Whole wheat bread, and all those supposedly "healthy" whole grains!  The killer!

Are you interested?  Of course you are.

Consider this:

Davis talks about triathletes, who compete in an event that consumes several THOUSAND calories.  They eat healthy foods, then they go out for a super long open water swim, an even longer bike ride, and they top things off with a half or full MARATHON.  And YET, according to Dr. Davis, one third of them are overweight.  Overweight!

If you're like me, that is fabulous news.

It's all: "Whew!  Thank God I don't have to become a triathlete!  I never wanted to, and now I REALLY don't!"
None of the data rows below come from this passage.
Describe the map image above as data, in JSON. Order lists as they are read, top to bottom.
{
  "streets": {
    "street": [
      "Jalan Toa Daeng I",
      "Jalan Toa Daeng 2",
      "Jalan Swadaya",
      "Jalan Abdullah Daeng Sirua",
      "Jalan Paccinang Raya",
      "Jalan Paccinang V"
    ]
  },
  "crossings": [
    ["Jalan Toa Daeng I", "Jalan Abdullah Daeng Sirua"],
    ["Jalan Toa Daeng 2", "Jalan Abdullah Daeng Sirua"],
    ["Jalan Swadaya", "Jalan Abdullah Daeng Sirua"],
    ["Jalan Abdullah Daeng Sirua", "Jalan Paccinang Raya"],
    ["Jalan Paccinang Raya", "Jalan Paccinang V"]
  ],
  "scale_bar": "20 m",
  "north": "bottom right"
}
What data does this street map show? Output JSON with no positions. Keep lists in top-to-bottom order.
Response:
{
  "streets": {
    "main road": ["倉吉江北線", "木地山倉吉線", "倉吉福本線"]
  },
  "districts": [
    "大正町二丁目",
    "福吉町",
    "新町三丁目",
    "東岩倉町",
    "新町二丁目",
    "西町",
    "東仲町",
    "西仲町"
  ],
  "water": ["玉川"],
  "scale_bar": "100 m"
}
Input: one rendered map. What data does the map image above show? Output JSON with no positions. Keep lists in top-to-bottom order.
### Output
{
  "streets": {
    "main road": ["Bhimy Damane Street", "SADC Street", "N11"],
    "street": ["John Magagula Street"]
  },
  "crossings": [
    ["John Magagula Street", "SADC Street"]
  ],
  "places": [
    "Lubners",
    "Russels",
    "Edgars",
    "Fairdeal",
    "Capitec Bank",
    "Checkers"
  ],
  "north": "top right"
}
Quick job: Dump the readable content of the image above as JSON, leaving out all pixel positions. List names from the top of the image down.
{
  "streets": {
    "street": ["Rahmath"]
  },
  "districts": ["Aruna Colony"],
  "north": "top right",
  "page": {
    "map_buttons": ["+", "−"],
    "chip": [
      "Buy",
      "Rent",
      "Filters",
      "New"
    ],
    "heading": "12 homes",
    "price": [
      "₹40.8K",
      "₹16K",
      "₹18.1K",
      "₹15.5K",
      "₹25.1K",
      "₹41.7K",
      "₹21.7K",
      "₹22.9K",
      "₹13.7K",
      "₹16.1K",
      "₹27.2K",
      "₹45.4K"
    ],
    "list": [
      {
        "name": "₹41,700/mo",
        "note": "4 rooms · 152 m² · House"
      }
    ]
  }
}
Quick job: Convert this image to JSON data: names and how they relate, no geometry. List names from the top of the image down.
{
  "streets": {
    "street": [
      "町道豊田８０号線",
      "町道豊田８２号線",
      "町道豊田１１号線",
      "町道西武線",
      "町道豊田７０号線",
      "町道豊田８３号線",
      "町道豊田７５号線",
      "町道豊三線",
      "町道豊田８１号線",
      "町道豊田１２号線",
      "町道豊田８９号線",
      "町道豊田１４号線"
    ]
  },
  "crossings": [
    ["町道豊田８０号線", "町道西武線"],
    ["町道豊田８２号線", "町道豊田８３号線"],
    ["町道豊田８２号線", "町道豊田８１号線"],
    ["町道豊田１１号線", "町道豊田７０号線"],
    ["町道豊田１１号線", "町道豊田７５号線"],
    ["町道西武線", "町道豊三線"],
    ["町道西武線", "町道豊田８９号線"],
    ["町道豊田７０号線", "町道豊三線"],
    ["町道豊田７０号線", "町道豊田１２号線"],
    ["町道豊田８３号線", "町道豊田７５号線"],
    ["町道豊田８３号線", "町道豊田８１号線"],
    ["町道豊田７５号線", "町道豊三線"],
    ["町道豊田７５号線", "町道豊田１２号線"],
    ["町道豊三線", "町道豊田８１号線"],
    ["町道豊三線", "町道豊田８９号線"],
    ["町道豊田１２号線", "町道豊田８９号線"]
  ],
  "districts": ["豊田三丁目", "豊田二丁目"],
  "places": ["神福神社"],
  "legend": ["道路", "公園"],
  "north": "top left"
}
Davis suggests further that you compare photos of your generation to ones of your grandparents', and even to families in the 1950s.  The difference?  Even though today, when our weekend parks are filled with adults running, panting with their Camelpacks of SmartWater... a third of us are overweight, and another third are obese.  In the past, though, there were very few fat people - and nor did people particularly exercise.  Petite 1950s moms wouldn't dream of going to Cardio Burn class, pushing a vacuum cleaner was hell enough.

More good news.  No cardio AND no vacuuming.

What's to blame?  Not fat, sugar, or high-fructose corn syrup... but wheat.  Not just in doughnuts and cupcakes, but in "heart-healthy" whole grain bread!  Which - the doctor says - in terms of a glucose spike, is even worse than white bread!